Вчера, я слыхал, стреляли где-то в городе. Да, я тоже слышал. А ты? А я слышал, - выстрел-тишина, а потом рухнул пятнадцатый дом на Набережной.
Почём ты знаешь, что это на Набережной и именно пятнадцатый? Опять в город ходил? Жил я там. Да. Ходил. Похаживал. А теперь - некуда.
Жаль, что у нас всё вышло как-то так. Нелепо, говорит жена. Ты любишь красивые слова, говорит Косорукий.
Слабею я, Косорукий. Уже не так работается, как раньше работалось. Не так мостырится, и сегодня вот руку отвёрткой распахал.
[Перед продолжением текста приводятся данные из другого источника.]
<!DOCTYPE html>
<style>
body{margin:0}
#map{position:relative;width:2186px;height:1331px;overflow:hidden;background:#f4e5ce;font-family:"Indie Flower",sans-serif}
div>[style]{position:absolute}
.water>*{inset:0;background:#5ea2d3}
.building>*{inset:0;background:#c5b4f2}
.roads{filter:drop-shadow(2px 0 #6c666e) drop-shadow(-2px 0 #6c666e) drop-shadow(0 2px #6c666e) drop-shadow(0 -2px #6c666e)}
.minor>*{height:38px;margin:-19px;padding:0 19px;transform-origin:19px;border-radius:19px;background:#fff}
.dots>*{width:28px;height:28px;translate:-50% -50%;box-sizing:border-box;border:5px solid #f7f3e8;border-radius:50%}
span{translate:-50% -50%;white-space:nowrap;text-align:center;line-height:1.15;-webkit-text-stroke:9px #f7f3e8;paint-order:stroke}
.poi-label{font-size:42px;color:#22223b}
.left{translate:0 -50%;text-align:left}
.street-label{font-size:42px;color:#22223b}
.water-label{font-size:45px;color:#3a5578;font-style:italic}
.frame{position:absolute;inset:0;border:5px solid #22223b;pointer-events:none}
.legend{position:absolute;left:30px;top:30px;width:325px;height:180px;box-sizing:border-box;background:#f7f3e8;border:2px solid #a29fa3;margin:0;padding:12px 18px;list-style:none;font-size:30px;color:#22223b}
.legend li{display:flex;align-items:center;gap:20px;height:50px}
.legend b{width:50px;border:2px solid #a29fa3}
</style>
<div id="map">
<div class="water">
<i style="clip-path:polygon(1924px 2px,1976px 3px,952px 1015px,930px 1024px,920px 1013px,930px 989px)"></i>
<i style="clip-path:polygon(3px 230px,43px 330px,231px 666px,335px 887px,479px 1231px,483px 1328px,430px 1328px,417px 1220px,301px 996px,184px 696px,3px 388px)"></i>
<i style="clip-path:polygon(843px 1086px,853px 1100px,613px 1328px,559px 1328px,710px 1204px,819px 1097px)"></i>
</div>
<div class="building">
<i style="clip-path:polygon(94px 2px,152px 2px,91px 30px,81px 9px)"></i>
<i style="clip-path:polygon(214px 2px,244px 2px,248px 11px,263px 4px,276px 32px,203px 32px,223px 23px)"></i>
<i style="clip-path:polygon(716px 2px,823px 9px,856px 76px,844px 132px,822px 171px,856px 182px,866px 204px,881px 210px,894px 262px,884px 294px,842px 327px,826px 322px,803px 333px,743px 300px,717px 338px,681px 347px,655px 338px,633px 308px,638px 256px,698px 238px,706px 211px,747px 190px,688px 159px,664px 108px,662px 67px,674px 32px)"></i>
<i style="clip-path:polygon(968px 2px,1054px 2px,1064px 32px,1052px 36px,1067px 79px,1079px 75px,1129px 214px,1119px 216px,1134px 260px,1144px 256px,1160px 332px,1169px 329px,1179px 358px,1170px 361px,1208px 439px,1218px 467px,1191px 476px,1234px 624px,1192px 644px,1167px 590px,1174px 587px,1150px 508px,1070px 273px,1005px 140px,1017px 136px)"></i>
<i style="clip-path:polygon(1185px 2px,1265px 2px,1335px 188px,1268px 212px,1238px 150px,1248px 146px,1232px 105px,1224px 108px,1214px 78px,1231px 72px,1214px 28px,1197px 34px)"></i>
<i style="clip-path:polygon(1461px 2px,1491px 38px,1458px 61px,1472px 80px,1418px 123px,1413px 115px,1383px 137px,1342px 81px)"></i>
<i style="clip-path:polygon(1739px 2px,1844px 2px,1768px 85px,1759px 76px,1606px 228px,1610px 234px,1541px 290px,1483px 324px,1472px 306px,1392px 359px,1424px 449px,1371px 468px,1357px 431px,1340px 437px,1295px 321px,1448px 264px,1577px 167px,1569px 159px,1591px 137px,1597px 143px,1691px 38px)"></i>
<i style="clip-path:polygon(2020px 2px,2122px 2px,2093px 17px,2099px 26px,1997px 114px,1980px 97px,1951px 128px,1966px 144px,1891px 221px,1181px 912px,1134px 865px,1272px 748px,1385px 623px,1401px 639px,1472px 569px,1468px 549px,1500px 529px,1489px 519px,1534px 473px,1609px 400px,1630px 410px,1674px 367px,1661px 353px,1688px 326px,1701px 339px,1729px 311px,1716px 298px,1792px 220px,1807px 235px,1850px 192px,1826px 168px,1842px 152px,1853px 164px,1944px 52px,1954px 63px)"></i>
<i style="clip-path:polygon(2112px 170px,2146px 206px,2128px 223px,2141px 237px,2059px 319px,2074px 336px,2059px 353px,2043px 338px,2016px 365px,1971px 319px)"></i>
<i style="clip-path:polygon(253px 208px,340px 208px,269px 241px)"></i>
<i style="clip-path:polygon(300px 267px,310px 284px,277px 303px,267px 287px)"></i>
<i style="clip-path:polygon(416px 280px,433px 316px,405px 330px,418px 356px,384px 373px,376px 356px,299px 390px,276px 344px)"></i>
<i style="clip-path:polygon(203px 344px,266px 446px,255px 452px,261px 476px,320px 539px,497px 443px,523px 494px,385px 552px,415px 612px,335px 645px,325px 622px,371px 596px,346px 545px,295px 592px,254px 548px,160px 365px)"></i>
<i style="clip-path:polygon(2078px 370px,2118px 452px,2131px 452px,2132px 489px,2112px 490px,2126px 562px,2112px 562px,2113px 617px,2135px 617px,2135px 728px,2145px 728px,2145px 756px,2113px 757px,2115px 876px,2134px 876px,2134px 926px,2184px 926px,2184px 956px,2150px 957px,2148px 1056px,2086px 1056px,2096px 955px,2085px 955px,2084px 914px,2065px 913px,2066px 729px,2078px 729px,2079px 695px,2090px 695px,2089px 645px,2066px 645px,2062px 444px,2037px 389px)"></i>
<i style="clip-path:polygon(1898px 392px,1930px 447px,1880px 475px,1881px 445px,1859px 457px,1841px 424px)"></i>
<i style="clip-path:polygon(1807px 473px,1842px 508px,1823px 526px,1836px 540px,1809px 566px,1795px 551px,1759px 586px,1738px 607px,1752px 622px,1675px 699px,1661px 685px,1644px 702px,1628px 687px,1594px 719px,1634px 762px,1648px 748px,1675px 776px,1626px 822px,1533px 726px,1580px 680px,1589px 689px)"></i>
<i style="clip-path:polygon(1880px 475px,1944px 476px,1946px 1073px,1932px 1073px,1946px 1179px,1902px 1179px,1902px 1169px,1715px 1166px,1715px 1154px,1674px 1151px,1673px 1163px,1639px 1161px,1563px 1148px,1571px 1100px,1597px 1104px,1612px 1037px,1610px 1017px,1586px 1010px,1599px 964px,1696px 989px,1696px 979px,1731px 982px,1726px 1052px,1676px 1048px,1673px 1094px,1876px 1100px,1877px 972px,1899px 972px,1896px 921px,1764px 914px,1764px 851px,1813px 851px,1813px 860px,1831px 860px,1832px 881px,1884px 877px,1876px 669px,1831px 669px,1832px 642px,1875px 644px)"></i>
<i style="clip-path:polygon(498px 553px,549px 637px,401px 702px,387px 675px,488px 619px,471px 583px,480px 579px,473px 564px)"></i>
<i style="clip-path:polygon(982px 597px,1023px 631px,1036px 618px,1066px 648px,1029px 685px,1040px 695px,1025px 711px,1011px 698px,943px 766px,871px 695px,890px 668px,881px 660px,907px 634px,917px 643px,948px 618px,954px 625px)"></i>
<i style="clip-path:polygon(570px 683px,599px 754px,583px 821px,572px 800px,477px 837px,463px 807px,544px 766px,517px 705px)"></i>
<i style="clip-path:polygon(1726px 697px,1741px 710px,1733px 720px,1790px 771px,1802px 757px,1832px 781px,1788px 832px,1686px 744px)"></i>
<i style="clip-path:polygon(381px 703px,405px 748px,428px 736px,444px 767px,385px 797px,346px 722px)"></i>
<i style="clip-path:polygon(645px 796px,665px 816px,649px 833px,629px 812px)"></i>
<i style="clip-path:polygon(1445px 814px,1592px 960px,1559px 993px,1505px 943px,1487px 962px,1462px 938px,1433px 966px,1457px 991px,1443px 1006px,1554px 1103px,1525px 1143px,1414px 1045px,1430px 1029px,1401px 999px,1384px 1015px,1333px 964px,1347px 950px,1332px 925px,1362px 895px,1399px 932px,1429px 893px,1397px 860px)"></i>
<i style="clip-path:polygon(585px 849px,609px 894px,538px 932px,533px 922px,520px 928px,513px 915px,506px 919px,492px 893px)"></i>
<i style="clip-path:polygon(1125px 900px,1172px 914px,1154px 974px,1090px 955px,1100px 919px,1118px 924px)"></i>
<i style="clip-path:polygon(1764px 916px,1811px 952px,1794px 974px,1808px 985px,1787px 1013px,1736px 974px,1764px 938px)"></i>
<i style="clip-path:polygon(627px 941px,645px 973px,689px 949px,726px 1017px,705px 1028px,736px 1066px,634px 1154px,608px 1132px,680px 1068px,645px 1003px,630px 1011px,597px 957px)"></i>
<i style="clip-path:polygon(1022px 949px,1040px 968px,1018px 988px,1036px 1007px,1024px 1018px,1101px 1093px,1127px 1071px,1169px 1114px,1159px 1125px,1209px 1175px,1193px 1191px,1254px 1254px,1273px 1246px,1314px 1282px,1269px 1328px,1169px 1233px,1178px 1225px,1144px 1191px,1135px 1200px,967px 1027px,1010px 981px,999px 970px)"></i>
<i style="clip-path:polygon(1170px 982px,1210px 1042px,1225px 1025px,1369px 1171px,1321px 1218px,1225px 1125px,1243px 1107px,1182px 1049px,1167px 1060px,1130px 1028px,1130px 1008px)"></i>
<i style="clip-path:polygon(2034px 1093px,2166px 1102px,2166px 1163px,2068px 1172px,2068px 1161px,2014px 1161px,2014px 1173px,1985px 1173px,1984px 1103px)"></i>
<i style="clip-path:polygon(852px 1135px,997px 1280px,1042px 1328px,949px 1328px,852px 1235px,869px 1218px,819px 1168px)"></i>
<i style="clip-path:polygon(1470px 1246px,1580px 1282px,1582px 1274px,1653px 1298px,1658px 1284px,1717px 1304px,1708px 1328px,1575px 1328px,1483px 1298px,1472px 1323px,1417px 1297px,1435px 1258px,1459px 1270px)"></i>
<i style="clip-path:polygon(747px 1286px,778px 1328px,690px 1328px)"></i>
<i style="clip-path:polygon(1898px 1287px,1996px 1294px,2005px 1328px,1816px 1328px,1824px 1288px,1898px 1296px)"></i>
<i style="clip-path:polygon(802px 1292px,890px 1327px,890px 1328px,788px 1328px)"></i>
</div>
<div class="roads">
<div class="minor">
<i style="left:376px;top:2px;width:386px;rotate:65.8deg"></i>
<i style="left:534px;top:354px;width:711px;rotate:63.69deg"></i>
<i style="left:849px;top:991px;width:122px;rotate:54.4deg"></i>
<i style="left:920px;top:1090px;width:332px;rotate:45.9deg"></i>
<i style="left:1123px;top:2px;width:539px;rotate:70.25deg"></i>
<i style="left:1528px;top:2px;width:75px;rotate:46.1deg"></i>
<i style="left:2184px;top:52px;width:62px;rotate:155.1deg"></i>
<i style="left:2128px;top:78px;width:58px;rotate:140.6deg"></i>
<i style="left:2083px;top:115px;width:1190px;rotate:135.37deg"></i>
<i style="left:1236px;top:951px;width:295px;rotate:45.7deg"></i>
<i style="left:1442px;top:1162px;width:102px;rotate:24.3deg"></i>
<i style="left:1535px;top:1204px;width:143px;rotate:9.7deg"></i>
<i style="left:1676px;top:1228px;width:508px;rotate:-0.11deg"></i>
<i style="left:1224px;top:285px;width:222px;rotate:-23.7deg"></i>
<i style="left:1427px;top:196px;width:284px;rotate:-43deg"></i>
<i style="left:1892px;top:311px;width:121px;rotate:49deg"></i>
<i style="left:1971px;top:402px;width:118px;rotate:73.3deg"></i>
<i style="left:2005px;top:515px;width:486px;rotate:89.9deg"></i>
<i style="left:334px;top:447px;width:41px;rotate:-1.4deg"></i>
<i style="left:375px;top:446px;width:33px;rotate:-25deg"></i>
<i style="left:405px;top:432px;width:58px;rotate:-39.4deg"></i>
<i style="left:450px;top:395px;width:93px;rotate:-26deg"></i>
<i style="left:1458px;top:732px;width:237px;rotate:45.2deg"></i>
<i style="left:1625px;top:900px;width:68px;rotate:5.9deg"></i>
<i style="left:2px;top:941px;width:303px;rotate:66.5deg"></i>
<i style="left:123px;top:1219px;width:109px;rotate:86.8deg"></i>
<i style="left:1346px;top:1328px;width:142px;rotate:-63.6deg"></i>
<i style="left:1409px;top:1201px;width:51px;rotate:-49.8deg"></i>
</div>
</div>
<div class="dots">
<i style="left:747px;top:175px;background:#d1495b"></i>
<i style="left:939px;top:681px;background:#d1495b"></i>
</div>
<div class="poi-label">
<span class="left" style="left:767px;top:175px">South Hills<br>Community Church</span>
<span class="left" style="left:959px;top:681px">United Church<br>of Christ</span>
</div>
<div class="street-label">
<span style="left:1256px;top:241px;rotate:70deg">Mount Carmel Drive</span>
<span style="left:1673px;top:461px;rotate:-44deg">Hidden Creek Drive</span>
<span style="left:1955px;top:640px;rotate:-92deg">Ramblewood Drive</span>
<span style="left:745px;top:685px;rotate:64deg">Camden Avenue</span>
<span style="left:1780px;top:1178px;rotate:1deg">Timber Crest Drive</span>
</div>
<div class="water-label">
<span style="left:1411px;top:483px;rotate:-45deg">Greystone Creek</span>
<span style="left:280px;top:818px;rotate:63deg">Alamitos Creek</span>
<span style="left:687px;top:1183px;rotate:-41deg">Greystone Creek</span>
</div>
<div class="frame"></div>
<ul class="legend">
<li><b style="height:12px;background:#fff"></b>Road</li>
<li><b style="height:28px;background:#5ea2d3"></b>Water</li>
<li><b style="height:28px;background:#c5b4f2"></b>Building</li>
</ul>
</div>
Стою и плачу, стою и плачу, и не потому, что больно, а потому, что никогда ещё отвёрткой не промахивался, а через пять минут - гля, а на ранку пепел налип, корка - не пробить. Так я её той же отвёрткой...
Увечные техники из РВСН. У кого ранения, а кто просто контуженный.
Приехали на бронетранспортёре. Расспрашивали, что нужно. Косорукий предложил мотыжить - отказались. Предложил выпить - согласились. Проехали мимо вышек - у них броня, но умер механик, и если бронетранспортёр сломается, обратно им пешком идти. Не дойдут.
Кашалот снился. Увечные техники знали Кашалота. Сидел два дня в бункере и болел. Лежал два дня в бункере и стонал. Умирал два дня в бункере и вышел наружу к суховеям. Далеко ушёл, сказали техники. Мы к вам два часа ехали по грунтовой дороге, её почти не задело, только развезло.
А ты говорила, что одни остались. Видишь же, что не одни. Пьяный Косорукий разговаривает с женой, а потом, когда она не выдерживает, говорит, уставившись в стенку. Раньше тут сидел бортрадист.
Топливо есть - и всё остальное приложится. Мотыжить будем - не умрём, на консервах долго не протянешь; а ведь скоро похолодает, говорит техник с глазами навыкате. Это все говорят, что похолодает, особенно те, кто из метеослужбы. А печёт-то как. Ничего, говорит техник. Руины остынут, ветер прекратится, вот тогда и будет снег.
Но один-то урожай успеем? - Косорукий щурится.
Один успеем, говорит техник.
И они встают, чтобы выйти наверх, к делянкам.
- Я - мастер! - крикнул Анискин и засмеялся.
Его безумный смех пронёсся по руинам, и, вернувшись к нему несколько раз в виде крика и плача, затих. Ветер взъерошил волосы. Солнце медленно падало на западе.